▶ [Problem description]
Search the listing for the word "École" and copy every line where it turns up.

[Records provided — start]

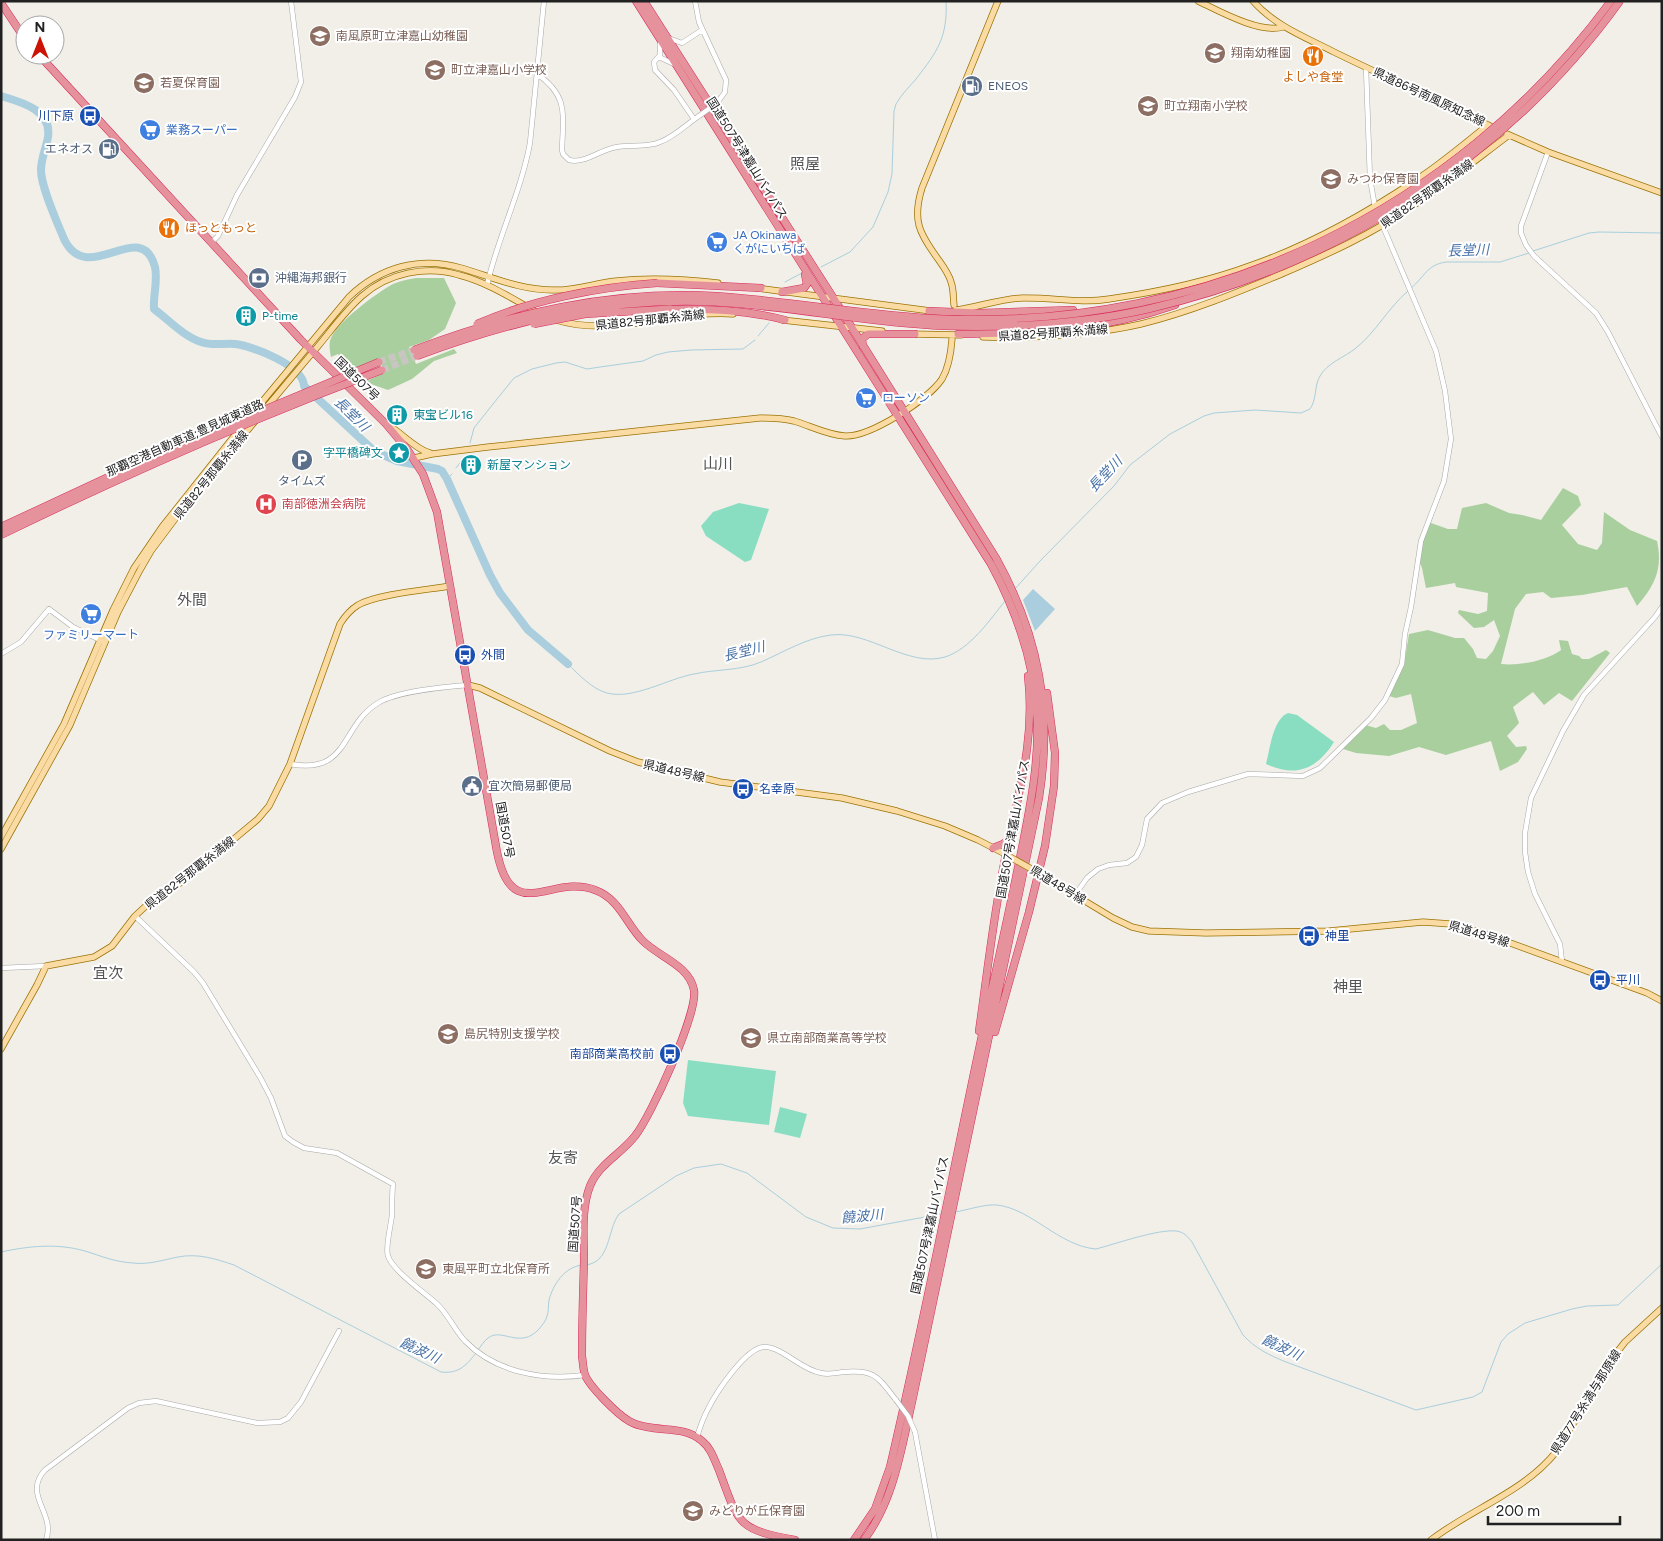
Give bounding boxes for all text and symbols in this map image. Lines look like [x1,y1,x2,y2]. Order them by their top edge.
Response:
north arrow [15,15,65,65]
text: N [35,19,45,36]
school or university icon: 南風原町立津嘉山幼稚園 [308,24,332,48]
place label: 南風原町立津嘉山幼稚園 [336,29,468,43]
school or university icon: 翔南幼稚園 [1203,41,1227,65]
restaurant icon: よしや食堂 [1301,44,1325,68]
place label: 翔南幼稚園 [1231,46,1291,60]
school or university icon: 町立津嘉山小学校 [423,58,447,82]
place label: 町立津嘉山小学校 [451,63,547,77]
street label: 県道86号南風原知念線 [1371,65,1487,129]
place label: よしや食堂 [1283,70,1343,84]
school or university icon: 若夏保育園 [132,71,156,95]
fuel station icon: ENEOS [960,74,984,98]
place label: 若夏保育園 [160,76,220,90]
place label: ENEOS [988,79,1028,93]
school or university icon: 町立翔南小学校 [1136,94,1160,118]
street label: 国道507号津嘉山バイパス [704,95,790,221]
place label: 町立翔南小学校 [1164,99,1248,113]
bus stop icon: 川下原 [78,104,102,128]
place label: 川下原 [38,109,74,123]
supermarket icon: 業務スーパー [138,118,162,142]
place label: 業務スーパー [166,123,238,137]
fuel station icon: エネオス [97,137,121,161]
place label: エネオス [45,142,93,156]
district label: 照屋 [790,155,820,173]
street label: 県道82号那覇糸満線 [1378,157,1476,231]
school or university icon: みつわ保育園 [1319,167,1343,191]
place label: みつわ保育園 [1347,172,1419,186]
restaurant icon: ほっともっと [157,216,181,240]
place label: ほっともっと [185,221,257,235]
place label: JA Okinawa くがにいちば [733,228,805,256]
supermarket icon: JA Okinawa くがにいちば [705,230,729,254]
water label: 長堂川 [1447,241,1491,260]
bank icon: 沖縄海邦銀行 [247,266,271,290]
place label: 沖縄海邦銀行 [275,271,347,285]
building icon: P-time [234,304,258,328]
street label: 県道82号那覇糸満線 [595,307,705,333]
place label: P-time [262,309,298,323]
street label: 県道82号那覇糸満線 [998,322,1108,344]
street label: 国道507号 [332,354,382,404]
supermarket icon: ローソン [854,386,878,410]
place label: ローソン [882,391,930,405]
water label: 長堂川 [331,394,374,436]
street label: 那覇空港自動車道;豊見城東道路 [104,397,266,479]
building icon: 東宝ビル16 [385,403,409,427]
place label: 東宝ビル16 [413,408,473,422]
street label: 県道82号那覇糸満線 [171,428,251,522]
place icon: 字平橋碑文 [387,441,411,465]
place label: 字平橋碑文 [323,446,383,460]
parking icon: タイムズ [290,448,314,472]
water label: 長堂川 [1085,452,1127,495]
building icon: 新屋マンション [459,453,483,477]
district label: 山川 [703,455,733,473]
place label: 新屋マンション [487,458,571,472]
place label: タイムズ [278,474,326,488]
hospital icon: 南部徳洲会病院 [254,492,278,516]
place label: 南部徳洲会病院 [282,497,366,511]
district label: 外間 [177,591,207,609]
supermarket icon: ファミリーマート [79,602,103,626]
place label: ファミリーマート [43,628,139,642]
water label: 長堂川 [722,638,768,665]
bus stop icon: 外間 [453,643,477,667]
place label: 外間 [481,648,505,662]
street label: 県道48号線 [642,757,706,785]
street label: 国道507号津嘉山バイパス [994,758,1032,900]
public building icon: 宜次簡易郵便局 [460,774,484,798]
bus stop icon: 名幸原 [731,777,755,801]
place label: 宜次簡易郵便局 [488,779,572,793]
place label: 名幸原 [759,782,795,796]
street label: 国道507号 [493,801,517,859]
street label: 県道82号那覇糸満線 [142,834,238,912]
street label: 県道48号線 [1027,863,1089,907]
street label: 県道48号線 [1447,918,1511,950]
bus stop icon: 神里 [1297,924,1321,948]
place label: 神里 [1325,929,1349,943]
district label: 宜次 [93,964,123,982]
bus stop icon: 平川 [1588,968,1612,992]
place label: 平川 [1616,973,1640,987]
district label: 神里 [1333,978,1363,996]
school or university icon: 島尻特別支援学校 [436,1022,460,1046]
school or university icon: 県立南部商業高等学校 [739,1026,763,1050]
place label: 島尻特別支援学校 [464,1027,560,1041]
place label: 県立南部商業高等学校 [767,1031,887,1045]
bus stop icon: 南部商業高校前 [658,1042,682,1066]
place label: 南部商業高校前 [570,1047,654,1061]
district label: 友寄 [548,1149,578,1167]
street label: 国道507号津嘉山バイパス [909,1155,951,1295]
street label: 国道507号 [566,1195,584,1253]
water label: 饒波川 [840,1206,886,1227]
school or university icon: 東風平町立北保育所 [414,1257,438,1281]
place label: 東風平町立北保育所 [442,1262,550,1276]
water label: 饒波川 [1259,1331,1306,1365]
water label: 饒波川 [397,1334,444,1368]
street label: 県道77号糸満与那原線 [1548,1347,1624,1457]
scale bar [1488,1494,1620,1526]
school or university icon: みどりが丘保育園 [681,1499,705,1523]
text: 200 m [1496,1502,1540,1520]
place label: みどりが丘保育園 [709,1504,805,1518]

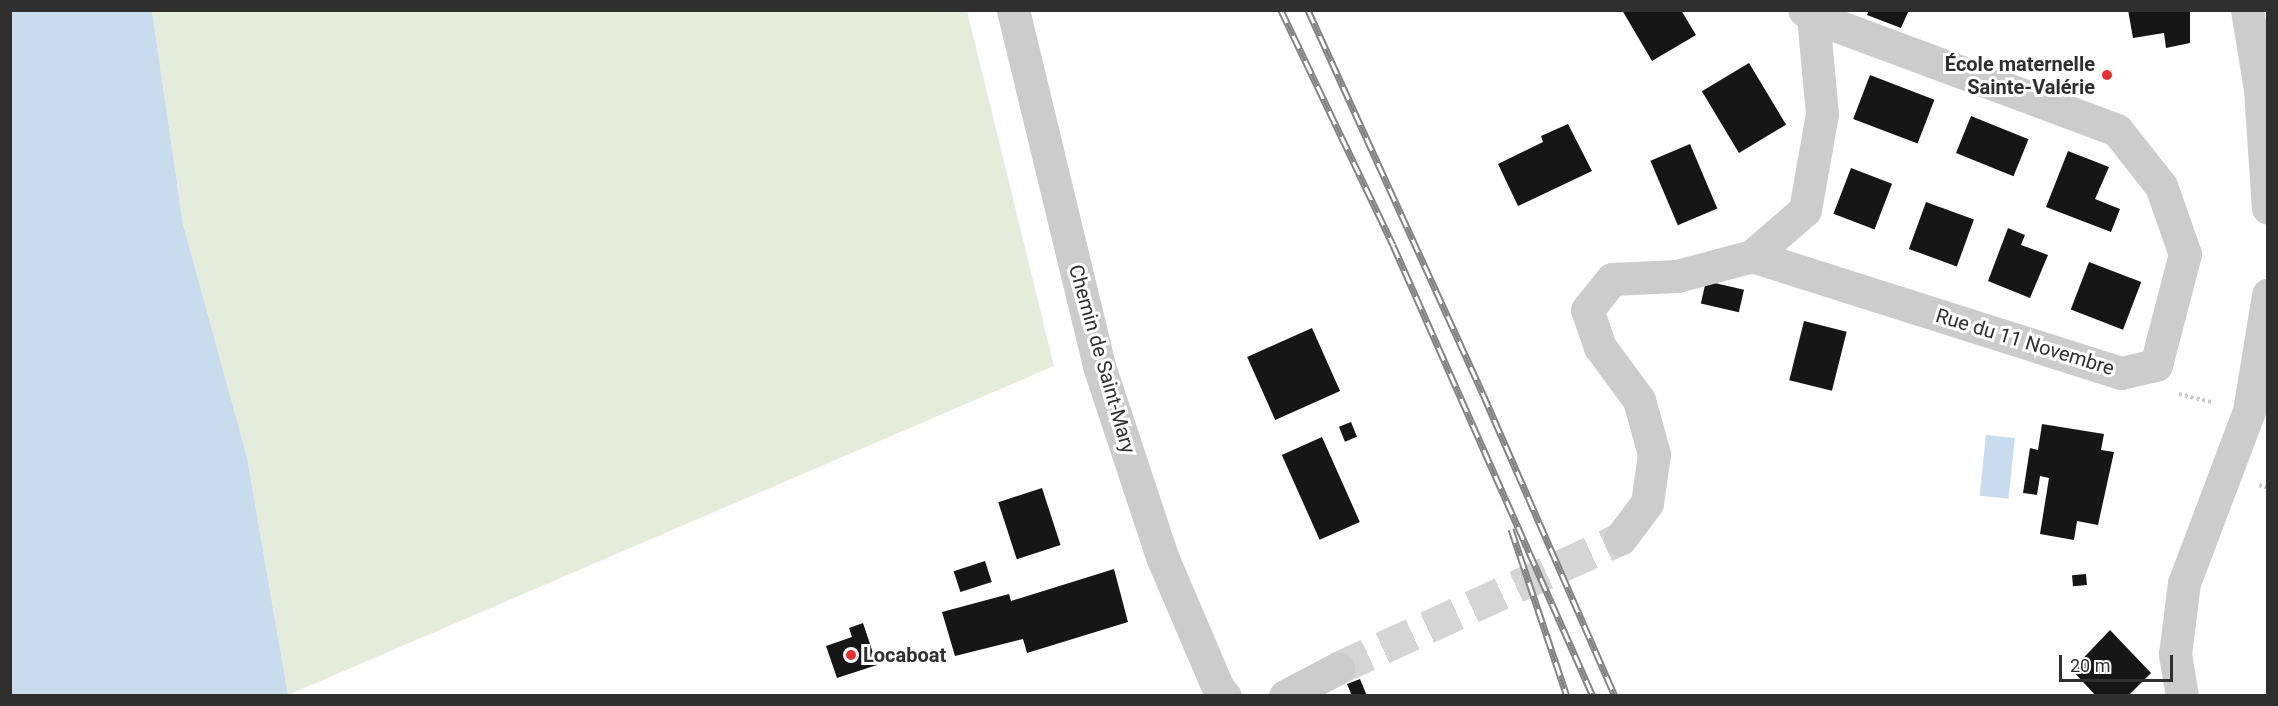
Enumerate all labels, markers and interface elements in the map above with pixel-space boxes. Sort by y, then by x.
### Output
place label: École maternelle Sainte-Valérie [1945,52,2095,99]
marker: École maternelle Sainte-Valérie [2100,68,2114,82]
street label: Chemin de Saint-Mary [1064,262,1140,456]
street label: Rue du 11 Novembre [1933,303,2117,381]
place label: Locaboat [863,643,946,667]
scale bar [2062,643,2176,681]
marker: Locaboat [844,648,858,662]
text: 20 m [2070,655,2110,676]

[Records provided — finish]

▶ [Problem solution]
place label: École maternelle Sainte-Valérie [1945,52,2095,99]
marker: École maternelle Sainte-Valérie [2100,68,2114,82]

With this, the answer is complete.